As Reviewed by James Brundage

Well, it’s about time. Everyone has been bugging me, nagging me, telling me to see A Simple Plan, and, for weeks on end, I haven’t. In fact, it has been so long since it first came out that I was about to give up and watch it when it comes to video. But, out of the blue, it comes to a relatively close theatre and I decided to spend a night going to it. Boy, am I glad that I did!

A Simple Plan is, obviously, a film about a simple plan to evenly divide 4.4 million in dirty money among three country folk who stumble upon it in a plane wreckage. But, as the tension of sitting on the money until the plane is found by others and they know the coast is clear, the relationship between them disintegrates into a complete paranoia.

I think I can praise this film best by comparing it to others. Taking it’s cue from Fargo, A Simple Plan makes use of a snowy Minnesota landscape to portray bleakness, both moral, physical, and emotional. Taking off of The Dark Half, it uses crows to provide a subconscious menace to the viewer. Also, taking off of Very Bad Things, it uses a complete absence of morals to accentuate their importance.

This is not to say that this film is a patchwork effort. It is a full-fledged original work, taking on the age old theme of easy money and its difficult consequences, and, like Ramni’s The Quick and the Dead, radically challenging its limits and potentials. It transforms the genre of murder mystery into a morality play. It takes something completely simple, and shows how the simple plan all too quickly becomes devastatingly complex.

The film opens and closes lyrically, both with shots of winter and Bridget Fonda putting books away at her job. It then quickly switches to some of the finest single shots of the year (second only to the imagery of a dying bird in The Thin Red Line) of a fox in a henhouse, as the idiom goes.

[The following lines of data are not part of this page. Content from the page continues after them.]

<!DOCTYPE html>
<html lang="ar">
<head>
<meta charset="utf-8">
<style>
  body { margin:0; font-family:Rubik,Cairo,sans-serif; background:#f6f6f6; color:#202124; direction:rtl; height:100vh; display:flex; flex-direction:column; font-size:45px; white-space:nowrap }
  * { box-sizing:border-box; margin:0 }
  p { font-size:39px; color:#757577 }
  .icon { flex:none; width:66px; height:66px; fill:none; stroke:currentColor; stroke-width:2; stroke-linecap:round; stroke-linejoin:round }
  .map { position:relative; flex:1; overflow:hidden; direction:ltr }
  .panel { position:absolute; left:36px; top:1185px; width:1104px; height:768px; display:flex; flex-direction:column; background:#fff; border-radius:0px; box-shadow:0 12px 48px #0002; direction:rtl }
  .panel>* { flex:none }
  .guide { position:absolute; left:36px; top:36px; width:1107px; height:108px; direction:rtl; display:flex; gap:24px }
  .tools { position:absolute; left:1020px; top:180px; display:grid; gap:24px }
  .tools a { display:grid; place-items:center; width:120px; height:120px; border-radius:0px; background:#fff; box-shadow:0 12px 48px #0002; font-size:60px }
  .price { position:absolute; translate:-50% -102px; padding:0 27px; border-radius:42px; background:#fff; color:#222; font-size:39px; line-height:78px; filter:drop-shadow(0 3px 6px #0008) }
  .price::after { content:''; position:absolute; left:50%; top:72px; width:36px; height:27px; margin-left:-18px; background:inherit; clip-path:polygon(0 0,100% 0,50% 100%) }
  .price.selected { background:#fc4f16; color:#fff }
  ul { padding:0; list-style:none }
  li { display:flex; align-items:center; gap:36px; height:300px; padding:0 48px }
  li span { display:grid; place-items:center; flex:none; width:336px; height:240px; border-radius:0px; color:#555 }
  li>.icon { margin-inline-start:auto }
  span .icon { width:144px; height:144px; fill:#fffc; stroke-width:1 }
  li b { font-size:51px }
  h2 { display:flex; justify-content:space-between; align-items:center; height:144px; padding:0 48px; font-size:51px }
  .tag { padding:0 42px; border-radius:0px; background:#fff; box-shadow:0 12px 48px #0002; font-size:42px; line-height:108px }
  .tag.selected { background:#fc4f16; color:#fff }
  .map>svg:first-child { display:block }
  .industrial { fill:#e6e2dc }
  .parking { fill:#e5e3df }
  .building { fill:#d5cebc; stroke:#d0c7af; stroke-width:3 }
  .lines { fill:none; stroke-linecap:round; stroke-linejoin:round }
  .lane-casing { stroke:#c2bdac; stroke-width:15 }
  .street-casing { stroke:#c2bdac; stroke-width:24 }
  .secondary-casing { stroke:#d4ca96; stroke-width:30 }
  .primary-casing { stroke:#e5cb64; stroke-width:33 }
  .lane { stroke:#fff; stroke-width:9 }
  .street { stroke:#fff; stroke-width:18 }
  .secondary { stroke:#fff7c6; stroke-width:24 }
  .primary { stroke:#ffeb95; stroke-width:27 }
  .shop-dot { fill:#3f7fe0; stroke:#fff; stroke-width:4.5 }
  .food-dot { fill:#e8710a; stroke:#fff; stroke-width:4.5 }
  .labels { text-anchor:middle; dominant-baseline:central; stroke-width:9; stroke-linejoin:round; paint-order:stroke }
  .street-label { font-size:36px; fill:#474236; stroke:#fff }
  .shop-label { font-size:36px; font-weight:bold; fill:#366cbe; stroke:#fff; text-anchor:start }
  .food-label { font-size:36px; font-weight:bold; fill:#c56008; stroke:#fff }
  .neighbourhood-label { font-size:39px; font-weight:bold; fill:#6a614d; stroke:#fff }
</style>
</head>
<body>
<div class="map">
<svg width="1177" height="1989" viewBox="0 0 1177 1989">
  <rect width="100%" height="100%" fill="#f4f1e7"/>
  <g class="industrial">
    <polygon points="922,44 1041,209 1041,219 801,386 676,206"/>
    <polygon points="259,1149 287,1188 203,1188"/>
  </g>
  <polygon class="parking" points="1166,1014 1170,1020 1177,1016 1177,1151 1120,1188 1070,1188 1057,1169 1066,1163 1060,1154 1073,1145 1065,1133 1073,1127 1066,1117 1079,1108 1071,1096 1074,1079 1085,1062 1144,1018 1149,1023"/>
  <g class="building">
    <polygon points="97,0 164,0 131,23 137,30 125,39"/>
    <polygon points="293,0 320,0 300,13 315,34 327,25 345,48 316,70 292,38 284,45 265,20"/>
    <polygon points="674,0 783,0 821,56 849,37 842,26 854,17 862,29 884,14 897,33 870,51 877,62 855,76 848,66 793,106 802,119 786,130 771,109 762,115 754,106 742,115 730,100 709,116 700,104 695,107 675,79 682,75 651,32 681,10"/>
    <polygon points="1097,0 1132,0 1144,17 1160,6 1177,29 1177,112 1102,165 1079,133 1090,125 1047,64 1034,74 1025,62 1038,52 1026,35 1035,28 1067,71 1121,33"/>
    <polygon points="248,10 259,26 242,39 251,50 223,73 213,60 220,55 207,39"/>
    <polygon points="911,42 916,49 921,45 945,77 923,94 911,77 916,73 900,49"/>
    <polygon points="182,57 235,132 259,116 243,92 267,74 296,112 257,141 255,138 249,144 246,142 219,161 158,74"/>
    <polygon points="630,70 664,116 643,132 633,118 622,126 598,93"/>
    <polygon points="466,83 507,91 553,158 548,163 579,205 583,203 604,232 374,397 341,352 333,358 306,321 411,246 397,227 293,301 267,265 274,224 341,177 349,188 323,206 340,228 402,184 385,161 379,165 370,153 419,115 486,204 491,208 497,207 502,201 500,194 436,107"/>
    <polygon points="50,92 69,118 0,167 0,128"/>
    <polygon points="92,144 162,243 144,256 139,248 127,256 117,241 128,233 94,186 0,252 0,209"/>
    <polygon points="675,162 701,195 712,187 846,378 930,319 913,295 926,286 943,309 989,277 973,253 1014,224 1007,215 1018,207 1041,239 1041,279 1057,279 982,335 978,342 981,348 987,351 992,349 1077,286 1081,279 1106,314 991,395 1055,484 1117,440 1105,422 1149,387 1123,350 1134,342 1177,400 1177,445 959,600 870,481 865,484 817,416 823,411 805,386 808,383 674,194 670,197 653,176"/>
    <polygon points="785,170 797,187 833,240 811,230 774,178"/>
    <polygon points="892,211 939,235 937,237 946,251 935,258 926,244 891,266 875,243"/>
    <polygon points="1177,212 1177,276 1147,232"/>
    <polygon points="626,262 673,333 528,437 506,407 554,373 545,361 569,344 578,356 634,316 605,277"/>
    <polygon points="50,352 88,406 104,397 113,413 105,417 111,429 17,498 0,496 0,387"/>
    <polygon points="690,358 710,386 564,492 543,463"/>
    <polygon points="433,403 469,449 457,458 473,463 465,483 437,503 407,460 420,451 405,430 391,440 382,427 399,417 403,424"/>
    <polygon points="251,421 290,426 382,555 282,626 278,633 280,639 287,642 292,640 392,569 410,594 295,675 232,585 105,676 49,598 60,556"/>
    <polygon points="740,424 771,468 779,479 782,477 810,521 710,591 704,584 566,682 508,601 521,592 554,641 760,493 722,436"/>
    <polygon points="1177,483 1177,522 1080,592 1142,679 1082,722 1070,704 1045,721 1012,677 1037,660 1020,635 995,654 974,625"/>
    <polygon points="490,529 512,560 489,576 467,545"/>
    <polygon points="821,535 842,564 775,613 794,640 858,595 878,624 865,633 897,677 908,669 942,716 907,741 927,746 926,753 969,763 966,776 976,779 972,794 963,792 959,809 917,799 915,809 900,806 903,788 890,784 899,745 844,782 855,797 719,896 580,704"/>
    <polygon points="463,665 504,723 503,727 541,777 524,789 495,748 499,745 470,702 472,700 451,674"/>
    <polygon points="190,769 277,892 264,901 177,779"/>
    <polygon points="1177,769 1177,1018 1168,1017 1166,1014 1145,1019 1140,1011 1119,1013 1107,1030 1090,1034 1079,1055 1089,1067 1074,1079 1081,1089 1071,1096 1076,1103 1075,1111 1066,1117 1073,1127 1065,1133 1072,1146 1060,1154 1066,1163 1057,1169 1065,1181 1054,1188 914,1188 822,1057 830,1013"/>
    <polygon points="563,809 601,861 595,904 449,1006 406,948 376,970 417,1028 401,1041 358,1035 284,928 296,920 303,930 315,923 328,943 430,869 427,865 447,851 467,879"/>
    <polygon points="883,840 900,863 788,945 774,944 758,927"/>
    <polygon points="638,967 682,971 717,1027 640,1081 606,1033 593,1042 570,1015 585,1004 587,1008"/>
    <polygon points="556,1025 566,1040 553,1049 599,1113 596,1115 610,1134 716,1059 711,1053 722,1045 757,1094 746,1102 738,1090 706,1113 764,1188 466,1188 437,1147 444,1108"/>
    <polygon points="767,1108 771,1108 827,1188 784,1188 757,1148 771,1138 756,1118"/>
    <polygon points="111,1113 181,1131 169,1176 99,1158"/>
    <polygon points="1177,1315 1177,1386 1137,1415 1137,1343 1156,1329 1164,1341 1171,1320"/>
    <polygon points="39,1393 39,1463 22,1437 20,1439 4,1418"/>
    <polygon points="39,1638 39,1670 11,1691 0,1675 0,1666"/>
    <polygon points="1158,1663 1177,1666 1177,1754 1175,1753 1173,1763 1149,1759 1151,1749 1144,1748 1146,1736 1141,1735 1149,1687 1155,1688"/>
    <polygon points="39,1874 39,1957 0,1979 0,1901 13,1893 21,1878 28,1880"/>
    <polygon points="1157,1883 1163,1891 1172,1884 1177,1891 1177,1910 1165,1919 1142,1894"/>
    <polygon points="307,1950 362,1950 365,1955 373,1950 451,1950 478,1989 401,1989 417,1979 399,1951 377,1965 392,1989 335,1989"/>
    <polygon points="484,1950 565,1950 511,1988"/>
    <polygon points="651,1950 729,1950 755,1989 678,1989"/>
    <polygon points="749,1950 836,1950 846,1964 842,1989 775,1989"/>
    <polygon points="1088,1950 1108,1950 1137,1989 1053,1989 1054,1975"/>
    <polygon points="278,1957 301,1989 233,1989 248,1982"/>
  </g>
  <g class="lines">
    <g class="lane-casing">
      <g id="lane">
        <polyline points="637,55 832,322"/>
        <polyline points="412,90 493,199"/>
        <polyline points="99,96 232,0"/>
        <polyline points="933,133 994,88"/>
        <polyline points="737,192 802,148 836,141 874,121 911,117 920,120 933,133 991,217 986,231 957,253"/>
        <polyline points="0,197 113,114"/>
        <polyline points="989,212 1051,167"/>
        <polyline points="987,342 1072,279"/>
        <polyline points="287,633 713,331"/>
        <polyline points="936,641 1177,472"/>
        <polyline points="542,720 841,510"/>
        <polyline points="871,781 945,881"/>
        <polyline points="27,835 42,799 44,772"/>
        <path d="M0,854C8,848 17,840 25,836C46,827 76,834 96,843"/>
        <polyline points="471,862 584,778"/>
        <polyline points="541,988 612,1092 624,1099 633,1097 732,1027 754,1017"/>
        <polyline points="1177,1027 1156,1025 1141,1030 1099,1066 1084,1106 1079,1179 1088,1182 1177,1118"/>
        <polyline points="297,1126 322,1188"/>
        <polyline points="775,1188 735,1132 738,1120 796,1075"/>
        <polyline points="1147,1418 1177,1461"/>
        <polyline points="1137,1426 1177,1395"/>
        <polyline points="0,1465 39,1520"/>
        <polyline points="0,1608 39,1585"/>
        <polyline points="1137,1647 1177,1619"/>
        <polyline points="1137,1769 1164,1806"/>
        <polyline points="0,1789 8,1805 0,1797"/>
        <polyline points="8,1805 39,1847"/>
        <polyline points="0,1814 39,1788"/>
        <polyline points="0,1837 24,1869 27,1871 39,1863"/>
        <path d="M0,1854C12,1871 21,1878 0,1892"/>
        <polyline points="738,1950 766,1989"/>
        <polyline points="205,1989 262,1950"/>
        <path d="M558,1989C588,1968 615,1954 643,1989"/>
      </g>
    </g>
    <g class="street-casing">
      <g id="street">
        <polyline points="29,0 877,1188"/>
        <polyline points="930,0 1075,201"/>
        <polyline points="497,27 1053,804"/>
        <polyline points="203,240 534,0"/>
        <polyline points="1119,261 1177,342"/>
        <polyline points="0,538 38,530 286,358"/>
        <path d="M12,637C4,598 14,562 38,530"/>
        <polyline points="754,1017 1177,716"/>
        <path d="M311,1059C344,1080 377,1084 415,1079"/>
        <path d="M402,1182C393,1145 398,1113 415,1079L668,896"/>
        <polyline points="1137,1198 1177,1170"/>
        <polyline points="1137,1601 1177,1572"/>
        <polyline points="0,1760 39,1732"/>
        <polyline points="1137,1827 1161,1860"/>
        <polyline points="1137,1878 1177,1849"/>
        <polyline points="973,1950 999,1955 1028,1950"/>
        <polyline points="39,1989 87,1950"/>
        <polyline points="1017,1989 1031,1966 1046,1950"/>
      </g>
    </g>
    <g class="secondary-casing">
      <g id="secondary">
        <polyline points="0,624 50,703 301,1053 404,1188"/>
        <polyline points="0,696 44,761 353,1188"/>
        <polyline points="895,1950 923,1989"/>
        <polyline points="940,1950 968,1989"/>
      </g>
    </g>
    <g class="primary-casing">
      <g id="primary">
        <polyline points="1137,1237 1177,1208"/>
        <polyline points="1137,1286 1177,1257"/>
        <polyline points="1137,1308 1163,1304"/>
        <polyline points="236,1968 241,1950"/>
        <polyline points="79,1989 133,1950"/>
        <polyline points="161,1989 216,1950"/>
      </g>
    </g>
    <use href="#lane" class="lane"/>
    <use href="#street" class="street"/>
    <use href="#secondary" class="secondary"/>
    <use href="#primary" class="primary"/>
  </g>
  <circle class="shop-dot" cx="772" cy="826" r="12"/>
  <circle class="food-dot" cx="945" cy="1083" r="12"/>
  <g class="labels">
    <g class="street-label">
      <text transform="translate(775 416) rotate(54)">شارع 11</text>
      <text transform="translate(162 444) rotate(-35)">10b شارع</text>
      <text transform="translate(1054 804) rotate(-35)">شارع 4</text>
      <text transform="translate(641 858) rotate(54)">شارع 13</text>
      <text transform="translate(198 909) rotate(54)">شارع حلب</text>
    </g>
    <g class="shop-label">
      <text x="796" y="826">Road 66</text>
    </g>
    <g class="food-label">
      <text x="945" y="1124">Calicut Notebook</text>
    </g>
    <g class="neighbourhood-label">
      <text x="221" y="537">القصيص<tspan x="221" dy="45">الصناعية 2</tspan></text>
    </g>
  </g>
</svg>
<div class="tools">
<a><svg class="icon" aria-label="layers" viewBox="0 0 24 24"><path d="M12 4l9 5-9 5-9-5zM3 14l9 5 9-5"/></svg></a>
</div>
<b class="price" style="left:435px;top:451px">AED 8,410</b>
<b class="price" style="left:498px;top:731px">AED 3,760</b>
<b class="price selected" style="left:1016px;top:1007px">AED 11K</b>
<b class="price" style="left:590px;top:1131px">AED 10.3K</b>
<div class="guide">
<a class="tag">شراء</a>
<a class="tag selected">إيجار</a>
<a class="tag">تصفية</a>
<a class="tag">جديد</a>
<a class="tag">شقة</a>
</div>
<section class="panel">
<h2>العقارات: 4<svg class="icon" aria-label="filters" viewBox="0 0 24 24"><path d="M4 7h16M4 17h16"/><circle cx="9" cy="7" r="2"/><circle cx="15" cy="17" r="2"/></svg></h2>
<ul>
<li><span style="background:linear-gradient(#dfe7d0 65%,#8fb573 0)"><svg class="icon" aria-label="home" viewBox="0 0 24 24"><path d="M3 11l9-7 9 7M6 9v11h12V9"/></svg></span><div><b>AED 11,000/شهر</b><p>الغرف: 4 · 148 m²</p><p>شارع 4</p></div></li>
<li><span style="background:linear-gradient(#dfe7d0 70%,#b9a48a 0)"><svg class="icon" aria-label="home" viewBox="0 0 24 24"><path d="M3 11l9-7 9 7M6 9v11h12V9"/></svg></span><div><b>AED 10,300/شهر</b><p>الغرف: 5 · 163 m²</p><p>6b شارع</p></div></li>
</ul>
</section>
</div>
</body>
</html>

This kind of symbolism runs rampant in the film, but does it in such a fashion as to not detract from the sublime tension of the mystery set in front of us.

The simple plan, hold the money until the plane is found, goes terribly wrong. Before you know it, murders are being covered up, alliances are being made, sides are being taken. The three friends are quickly divided and changed into enemies.

My pick for Best Supporting Actor goes with Billy Bob Thorton, who delivers the performance of his career as Jacob, saddened younger brother of Paxton’s character. He has no job, he has no wife, he has no life. The most heart-wrenching moments of the film come as Jacob wrestles with his own concepts of morals and deals with what he has done: played part in three murders, one of whom is a close friend.

I stated earlier that, like Very Bad Things, A Simple Plan uses an absence of morals to illustrate their importance. This is not quite correct. There is a definitive dearth in morals of Paxton’s character up until the end (and what a shocking ending it is!), but morals themselves are clearly the major item generating tension: not the money. Greed, however, is the driving factor of Bridget Fonda, who plays what at first comes off as a devout housewife of Paxton, only to reveal a greedy, self-absorbed woman when the beauty is peeled away like the skin of an orange.

Yet again, as has happened about ten times this year, I am faced with a film I am able to write a paper on but limited to writing a review. I can only urge you to see it for yourself, and enjoy.